When Maxence and I lived in California at the turn of the century, we liked to visit a small shop in Mountain View called Hong Kong Bakery. The Chinese-style pastries all seemed very exotic to me and we ate our way through the full range over the first few months, but soon stopped when we found our gold-medalled champion: the chiffon cake.
If you’ve never had chiffon cake, perhaps you can start by imagining what it might feel like to eat a cloud — a fluffy, moderately sweet, and lightly eggy cloud that would deflate in your mouth with a moist sigh. It is not unlike angel food cake, if you think about it, except that the chiffon cake is not shy about egg yolks; it offers hence a richer mouthfeel, and does not threaten to block your airways.
If you’ve never had chiffon cake, you can start by imagining what it might feel like to eat a cloud — a fluffy, moderately sweet, and lightly eggy cloud that would deflate in your mouth with a moist sigh.
The classic chiffon cake is baked in an ungreased, not nonstick tube pan, in which such batters rise higher because they have more walls to climb. In Chinese bakeries, however, chiffon cake appears under the much more appealing guise of a paper-wrapped cake — a single-serving confection baked in a tall metal tumbler lined with a thin sheet of paper.

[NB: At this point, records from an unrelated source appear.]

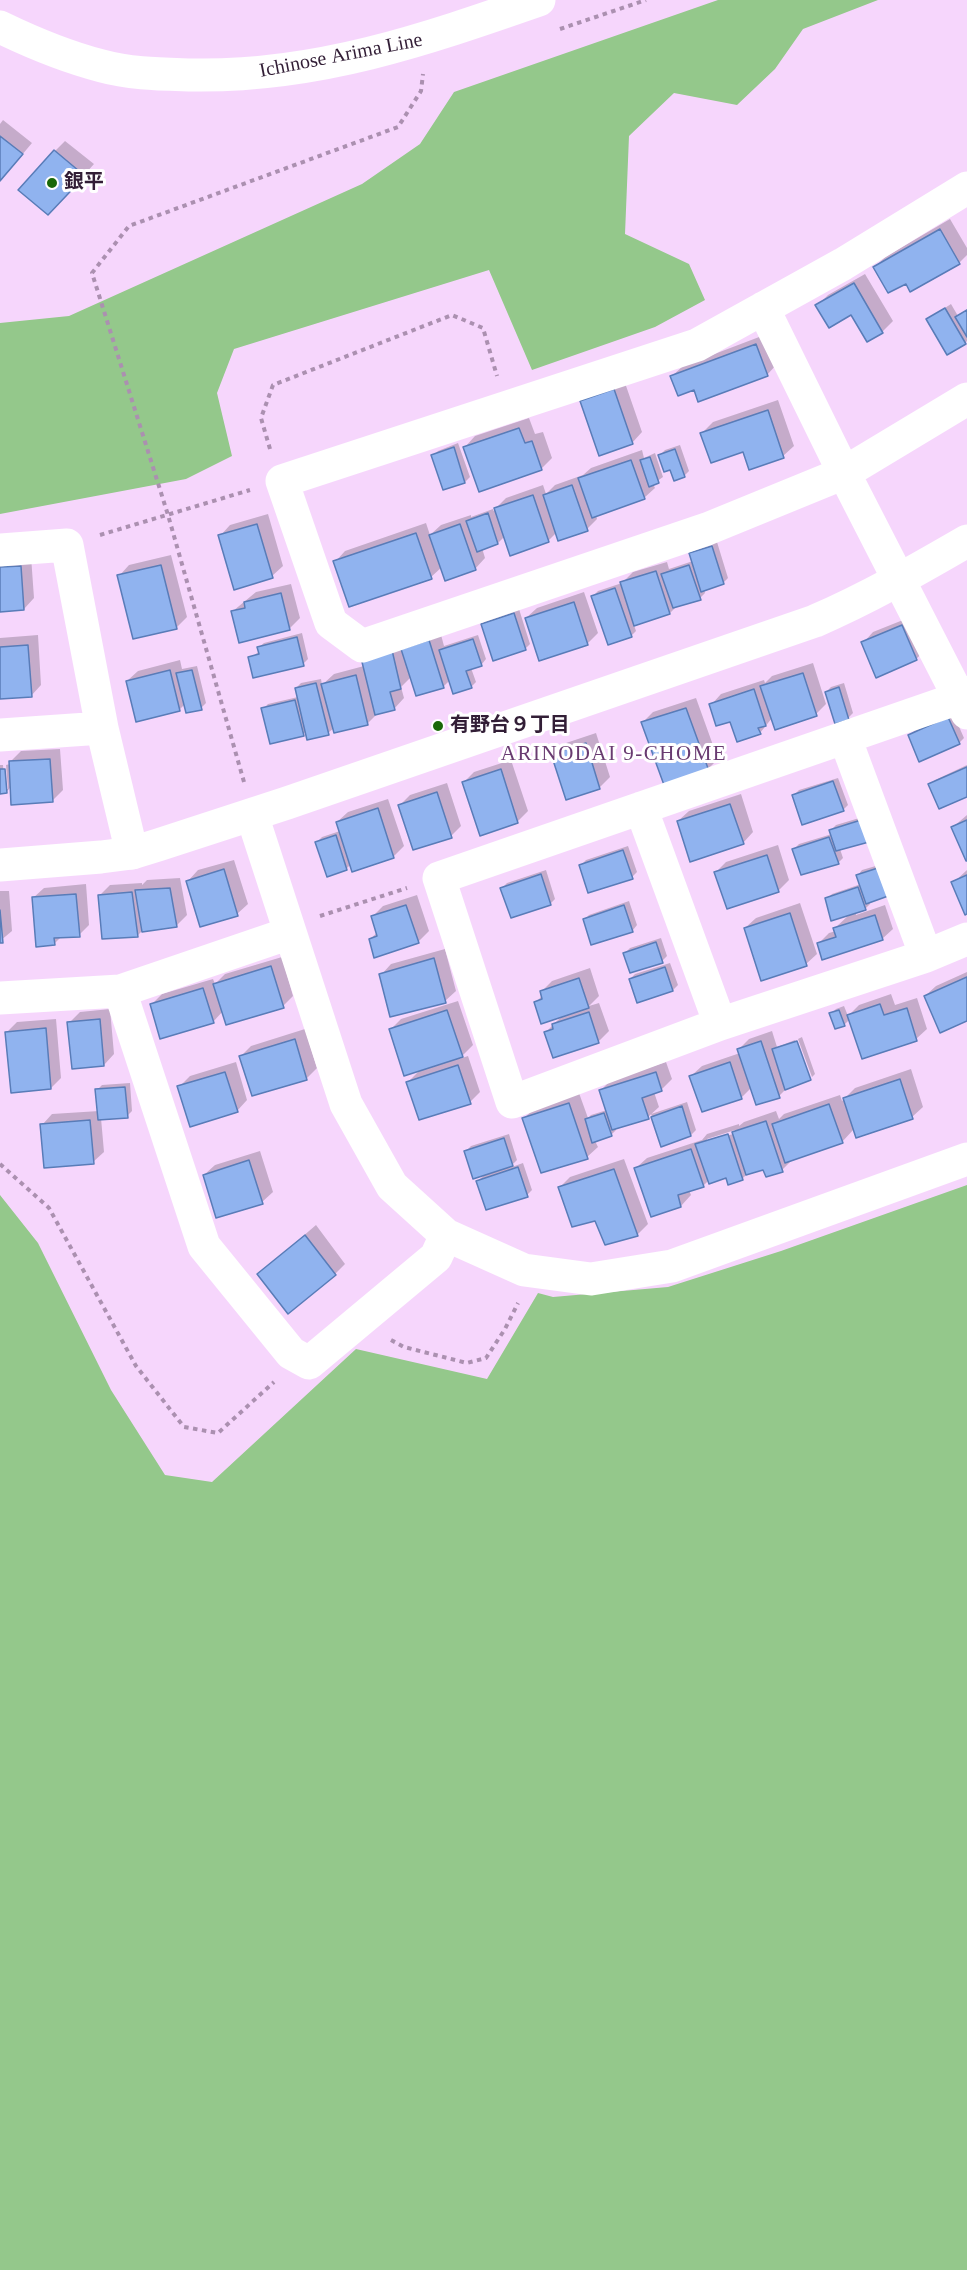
<!DOCTYPE html>
<meta charset="utf-8">
<style>
body{margin:0}
canvas{display:block;background:#f6d6fc}
</style>
<canvas width="967" height="2270"></canvas>
<script>
const c = document.querySelector('canvas').getContext('2d');
c.lineJoin = 'round';
function fill(path, color) { c.fillStyle = color; c.fill(path, 'evenodd'); }
function stroke(path, color, width, dash) { c.strokeStyle = color; c.lineWidth = width; c.lineCap = dash ? 'butt' : 'round'; c.setLineDash(dash || []); c.stroke(path); }
function write(font, color, halo, rows, align = 'center') {
  c.font = font + ' "Times New Roman","Noto Sans JP",serif'; c.lineWidth = 6; c.setLineDash([]); c.textBaseline = 'middle'; c.strokeStyle = halo; c.fillStyle = color; for (const [text, x, y, turn = 0] of rows) {
    c.save(); c.translate(x, y); c.rotate((+turn || 0) * Math.PI / 180); c.textAlign = isNaN(turn) ? turn : align; if (halo) c.strokeText(text, 0, 0); c.fillText(text, 0, 0); c.restore();
  }
}
const green = new Path2D(`
 M718,0H878L803,29L775,69L737,105L674,93L629,136L625,234L689,264L705,300L655,327L532,370L489,270L234,349L217,393L232,456L186,479L0,514V323L69,316L362,184L420,144L454,92Z
 M967,1185V2270H0V1195L38,1243L111,1390L165,1475L212,1482L356,1349L487,1379L538,1293L553,1297L668,1287L781,1251Z`);
const shadow = new Path2D(`
 M3,120L32,143L0,181V124Z
 M65,141L94,164L59,203L55,151Z
 M950,219L967,248V255L959,263L906,282L875,267L885,257Z
 M865,274L893,321L882,332L867,340L852,313L817,306L828,295Z
 M951,304L958,316L967,309V341L965,343L928,319Z
 M767,334L777,364L767,375L695,388L672,376L683,366Z
 M624,380L642,432L632,443L581,402L592,391Z
 M778,400L794,446L783,456L702,433L713,422Z
 M529,418L535,434L543,432L552,458L541,469L465,447L475,436Z
 M458,443L470,477L465,482L444,488L433,456L438,451Z
 M680,445L689,471L684,476L671,468L660,455L665,450Z
 M642,450L644,458L655,453L663,477L653,484L655,488L644,498L596,515L597,519L587,529L557,532L548,541L505,536L498,543L482,548L485,558L475,569L442,567L431,577L335,562L345,551L426,523L430,535L441,525L471,515V517L493,509V511L506,498L543,485L546,494L555,485L583,475L591,468Z
 M268,514L283,566L272,576L220,536L230,525Z
 M717,542L728,578L723,583L704,589L705,593L700,598L677,606L670,613L634,625L636,631L631,636L593,596L598,591L622,583L633,572L667,562L669,569L693,561L691,554L696,549Z
 M171,555L187,617L176,628L119,576L129,565Z
 M31,556L34,598L24,609L0,610V558Z
 M291,584L300,618L289,629L233,611L256,592Z
 M584,592L598,633L587,644L526,618L537,608Z
 M519,609L530,644L525,649L482,624L487,619Z
 M913,616L927,649L916,659L863,643L873,632Z
 M440,631L444,646L478,635L486,659L482,664L471,668L476,682L471,687L450,680L444,686L417,695L411,677L401,687L404,698L394,709L378,713L367,724L334,728L328,733L307,731L303,734L263,709L268,704L298,697L296,688L301,683L321,679L322,685L334,674L364,666Z
 M302,633L308,659L303,664L250,658L260,651L259,647L264,643Z
 M38,635L41,685L31,696L0,698V638Z
 M180,660L182,669L197,666L206,703L201,708L185,704L179,710L127,681L138,671Z
 M813,663L826,704L816,714L772,718L760,733L731,720L711,705L721,694L764,680L765,683L772,676Z
 M844,683L853,713L848,718L826,692L831,687Z
 M696,698L718,759L708,769L643,722L653,712Z
 M953,713L964,738L959,743L910,735L915,730Z
 M596,733L610,777L600,787L567,798L552,755L563,744Z
 M60,749L63,790L52,801L12,786L6,792H0V765H3L5,789H8L6,765L10,764V762L21,751Z
 M511,760L528,811L517,822L464,782L474,772Z
 M967,765V795L930,785L935,780Z
 M838,778L848,805L843,810L794,795L799,790Z
 M447,783L461,826L451,836L400,805L410,795Z
 M741,794L753,832L743,843L678,821L689,811Z
 M388,799L404,846L393,857L351,864L346,869L317,842L322,837L340,831L337,822L348,812Z
 M967,815V859L953,827Z
 M866,816L840,849L843,858L838,863L794,849L799,844L832,834L831,830L836,825Z
 M778,845L789,880L779,890L728,907L716,872L726,862Z
 M628,846L637,872L632,877L581,865L586,860Z
 M234,860L248,904L237,914L188,881L198,870Z
 M886,863L869,901L870,904L866,908L856,912V915L885,905L893,929L882,939L819,943L829,933L836,931L835,928L850,914L827,899L832,894L861,884L858,875L862,870Z
 M546,870L555,899L550,904L502,888L507,883Z
 M967,870V912L953,883Z
 M180,878L187,915L176,926L143,930L137,936L99,896L110,885L142,883V885L147,880Z
 M86,884L89,925L79,935L62,936L54,944L33,898L44,888Z
 M0,891H9L12,931L0,941Z
 M417,895L429,931L418,942L370,939L378,932L372,917L383,906Z
 M629,901L637,925L633,930L592,943L584,920L589,915Z
 M800,903L817,954L806,964L745,928L756,918Z
 M661,938L667,956L662,961L631,972L625,953L630,948Z
 M445,949L456,991L445,1001L381,975L391,964Z
 M282,957L293,996L283,1006L223,1011L213,1022L151,1005L162,994L213,979L215,984L225,974Z
 M670,963L678,985L673,990L638,1001L630,979L635,974Z
 M590,968L599,996L589,1006L599,1003L609,1031L598,1042L546,1032L563,1015L536,1002L543,995L542,991L552,981Z
 M967,972V1019L925,996L936,986Z
 M891,994L895,1005L917,998L927,1029L916,1039L850,1019L844,1025L831,1014L836,1009L844,1006L848,1016L859,1005Z
 M458,1001L473,1045L459,1059L468,1056L480,1092L470,1102L408,1082L421,1069L391,1029L401,1019Z
 M110,1009L114,1054L104,1065L69,1023L80,1012Z
 M56,1019L61,1078L51,1088L7,1032L17,1022Z
 M305,1029L317,1068L306,1079L241,1056L251,1046Z
 M772,1031L777,1047L795,1040L810,1079L788,1087L779,1096L752,1087L741,1098L691,1076L702,1066L740,1053L739,1049L749,1039Z
 M802,1037L815,1074L812,1077L798,1039Z
 M236,1062L247,1100L237,1111L179,1087L190,1076Z
 M666,1062L672,1079L661,1090L654,1092L659,1107L648,1117L616,1128V1130L611,1135L595,1141L598,1147L587,1157L524,1118L535,1108L579,1093L588,1118L591,1115L607,1110L601,1090L611,1080Z
 M911,1069L923,1107L912,1117L857,1136L854,1129L842,1142L793,1159L782,1170L764,1168L748,1173L742,1179L727,1176L709,1180L703,1186L689,1190L691,1195L681,1206L636,1168L647,1158L702,1140L707,1134L739,1124V1126L744,1122L776,1111L779,1119L784,1114L840,1095L842,1101L855,1088ZM735,1130L736,1133L707,1142V1139Z
 M130,1083L132,1111L127,1116L101,1118L104,1152L93,1162L42,1125L52,1114L99,1111L97,1090L102,1085Z
 M687,1102L696,1130L691,1135L662,1145L651,1114Z
 M509,1134L517,1160L509,1168L523,1163L532,1190L527,1195L477,1182L486,1173L466,1151L471,1146Z
 M260,1151L273,1192L262,1202L204,1175L215,1165Z
 M624,1159L648,1224L637,1235L606,1244L596,1220L560,1187L570,1177Z
 M316,1225L345,1264L335,1274H259Z`);
const building = new Path2D(`
 M0,136L23,154L0,181Z
 M54,150L85,176L48,215L18,190Z
 M940,229L960,264L910,292L906,284L888,293L873,267Z
 M854,283L883,333L867,342L851,315L829,328L815,305Z
 M945,308L966,344L947,355L926,319Z
 M967,310V337L955,317Z
 M756,344L768,376L698,402L694,390L678,396L670,376Z
 M614,389L633,444L599,456L580,401Z
 M768,410L784,458L749,470L743,452L711,463L700,433Z
 M519,428L525,443L532,441L542,470L479,492L463,447Z
 M454,447L465,483L443,490L431,455Z
 M675,449L685,477L674,481L670,470L664,472L658,455Z
 M650,457L659,483L649,487L640,460Z
 M631,460L645,499L592,518L578,478Z
 M572,485L588,531L558,541L543,495Z
 M533,495L549,542L510,556L494,508Z
 M488,513L498,544L477,552L466,521Z
 M257,524L273,578L234,590L218,535Z
 M460,524L476,570L445,581L429,535Z
 M416,533L432,579L349,607L333,561Z
 M712,546L724,584L701,592L689,553Z
 M161,565L177,629L133,639L117,575Z
 M689,565L701,600L673,608L661,574Z
 M21,566L24,610L0,612V567Z
 M656,571L670,614L634,626L620,582Z
 M615,588L632,637L608,645L591,596Z
 M281,593L290,630L239,643L231,611L245,608L244,602Z
 M574,602L588,645L539,661L525,618Z
 M514,613L526,650L493,661L481,624Z
 M902,625L917,660L876,678L861,642Z
 M297,637L304,666L253,678L248,657L259,654L257,647Z
 M473,639L482,666L466,671L472,688L453,694L439,650Z
 M429,640L444,688L416,696L401,649Z
 M28,645L32,697L0,699V647Z
 M392,650L401,689L390,692L395,710L375,715L361,658Z
 M170,670L180,711L136,722L126,681Z
 M192,670L202,710L186,713L176,673Z
 M803,673L817,716L775,730L760,686Z
 M356,675L368,725L334,733L321,684Z
 M316,683L329,735L307,740L295,688Z
 M839,687L849,720L835,724L825,692Z
 M754,689L766,726L758,728L761,734L737,742L730,722L716,726L709,704Z
 M295,700L304,736L270,744L261,708Z
 M686,708L709,771L664,785L641,722Z
 M948,717L960,744L919,762L908,735Z
 M586,743L600,789L566,800L551,754Z
 M50,759L53,802L11,805L9,761Z
 M967,767V797L939,809L928,784Z
 M0,769H5L7,793L0,794Z
 M501,769L518,823L480,836L462,782Z
 M833,781L844,811L802,825L792,795Z
 M437,792L452,838L413,850L398,805Z
 M730,804L744,844L690,862L677,821Z
 M378,808L394,858L352,872L336,822Z
 M861,820L869,842L836,851L829,830Z
 M967,820V861H966L951,827Z
 M336,835L347,870L327,877L315,842Z
 M829,837L839,864L801,875L792,849Z
 M623,850L633,879L588,893L579,865Z
 M767,855L779,892L727,909L714,872Z
 M881,867L891,895L866,904L856,875Z
 M224,869L238,916L200,927L186,881Z
 M541,874L551,905L511,918L500,888Z
 M967,875V914L965,915L951,882Z
 M858,887L866,910L831,921L825,898Z
 M170,888L177,927L142,932L135,890Z
 M132,892L138,937L102,939L98,895Z
 M76,894L80,937L54,938L55,945L36,947L32,897Z
 M406,905L419,943L374,958L369,939L377,936L371,916Z
 M624,905L633,932L591,945L583,919Z
 M0,910L3,943H0Z
 M790,913L807,966L761,981L744,928Z
 M875,915L883,940L822,960L817,943L836,937L833,928Z
 M656,942L663,963L630,973L623,953Z
 M434,958L446,1003L390,1017L379,974Z
 M271,966L284,1008L226,1025L213,984Z
 M665,967L673,991L637,1003L629,979Z
 M967,977V1021L940,1033L924,996Z
 M579,978L589,1008L541,1024L534,1002L542,999L540,991Z
 M203,988L214,1023L160,1039L150,1004Z
 M880,1004L884,1015L907,1008L917,1041L862,1059L847,1015Z
 M447,1010L463,1057L404,1076L389,1029Z
 M839,1010L845,1026L835,1029L829,1013Z
 M589,1012L599,1043L553,1058L544,1032L553,1029L552,1024Z
 M100,1019L104,1066L72,1069L67,1022Z
 M46,1028L51,1089L11,1093L5,1032Z
 M295,1039L307,1080L252,1096L239,1056Z
 M761,1041L780,1098L756,1105L737,1049Z
 M797,1041L811,1080L785,1090L772,1049Z
 M730,1062L742,1099L702,1112L689,1076Z
 M458,1065L471,1104L419,1120L406,1082Z
 M225,1072L238,1112L190,1127L177,1086Z
 M656,1072L662,1091L642,1098L649,1119L612,1130L599,1090Z
 M900,1079L913,1119L856,1138L843,1098Z
 M125,1087L128,1118L98,1120L95,1089Z
 M569,1103L588,1159L541,1173L522,1118Z
 M829,1104L843,1143L785,1163L772,1124Z
 M682,1106L691,1136L661,1147L651,1117Z
 M604,1113L612,1136L592,1143L585,1119Z
 M90,1120L94,1164L44,1168L40,1124Z
 M766,1121L783,1172L766,1177L763,1170L746,1175L732,1132Z
 M728,1134L743,1180L728,1185L726,1178L709,1184L695,1144Z
 M504,1138L513,1166L473,1179L464,1151Z
 M691,1149L704,1187L678,1195L681,1207L651,1217L634,1168Z
 M249,1160L263,1204L216,1218L203,1175Z
 M518,1167L528,1197L486,1210L476,1181Z
 M614,1169L638,1236L605,1245L595,1221L572,1227L558,1187Z
 M305,1235L336,1275L288,1314L257,1274Z`);
const path = new Path2D(`
 M560,29L646,0
 M270,449L261,418L273,385L452,315L483,328L497,376
 M100,535L250,490
 M244,782L168,515L92,273L129,226L398,127L421,91L423,74
 M320,916L407,888
 M0,1164L49,1208L136,1366L184,1427L218,1433L274,1382
 M391,1340L404,1347L467,1363L486,1358L505,1329L518,1303`);
const street = new Path2D(`
 M967,188L843,264L697,345L282,481L331,623L362,646L707,529L844,473L967,399
 M763,308L844,473L967,713
 M0,550L67,545L102,728L132,853
 M967,693L959,698L439,878L512,1102L720,1024L926,956L967,939
 M0,735L102,728
 M845,738L926,956
 M641,808L720,1024
 M252,815L346,1104L392,1186L446,1235L524,1270L591,1279L672,1266L967,1159
 M120,991L204,1246L291,1353L309,1363L436,1257L446,1235
 M0,998L120,991L290,933`);
const secondary = new Path2D(`
 M0,27C33,43 67,57 102,66C131,74 163,74 193,75C317,77 424,40 539,0
 M0,865L101,857L132,853L158,845L287,803L815,621C868,598 917,570 967,541`);
const markers = [
 [52,183,6,"#1a6808"],
 [438,726,6,"#1a6808"]
];
const streetNames = [
 ["Ichinose Arima Line",341,56,-11]
];
const poiNames = [
 ["銀平",64,183],
 ["有野台９丁目",450,726]
];
const neighbourhoodNames = [
 ["ARINODAI 9-CHOME",614,754]
];
fill(green, '#94c88b');
fill(shadow, '#0003');
fill(building, '#90b3ef');
stroke(building, '#597cb8', 1.5);
stroke(path, '#ab90b0', 4, [4.5, 4.5]);
stroke(street, '#fff', 33);
stroke(secondary, '#fff', 33);
for (const [x, y, r, color] of markers) { const dot = new Path2D(); dot.arc(x, y, r, 0, 2 * Math.PI); c.fillStyle = color; c.fill(dot); stroke(dot, '#fff', 2); }
write('20px', '#321e36', '#fff', streetNames);
write('bold 20px', '#321e36', '#fff', poiNames, 'left');
c.letterSpacing = '1.5px';
write('21px', '#693b71', '#fff', neighbourhoodNames);
c.letterSpacing = '0px';
</script>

Naturally, this allows the lady behind the counter to unmold the cakes easily and two at a time, in symmetric flips of the wrists. But, more to the point, you get to peel the paper off the body of the cake as you eat — one of the more thrilling of earthly sensations, akin to the removal of the plastic sheet that protects the screen of a new cell phone.
I don’t own a tube pan (there is no such thing in the galaxy of French pans; the closest relative is the savarin mold, but it’s really a third cousin twice removed), nor a set of tall metal tumblers, but I had long ago read, on my friend Chika‘s blog, that chiffon cake could be baked in unwaxed paper cups.
Chika had then been kind enough to translate her recipe, which she herself had obtained from a Japanese site, and I finally — after, oh, a good four years — got around to trying it earlier this summer.
My chiffon cakes rose nicely (although, unlike Chika’s, they did not form a dome) and developed a delicate top crust, in welcome contrast to the sponge-like crumb. We enjoyed them so, and found them to be such ideal summer treats, that I am planning to bake an encore batch as soon as I get my kitchen back (believe it or not, our renovations are still not done), but this time I will line the paper cups with parchment paper — it seems less wasteful to at least reuse the cups, and did I mention how much I love stripper cakes?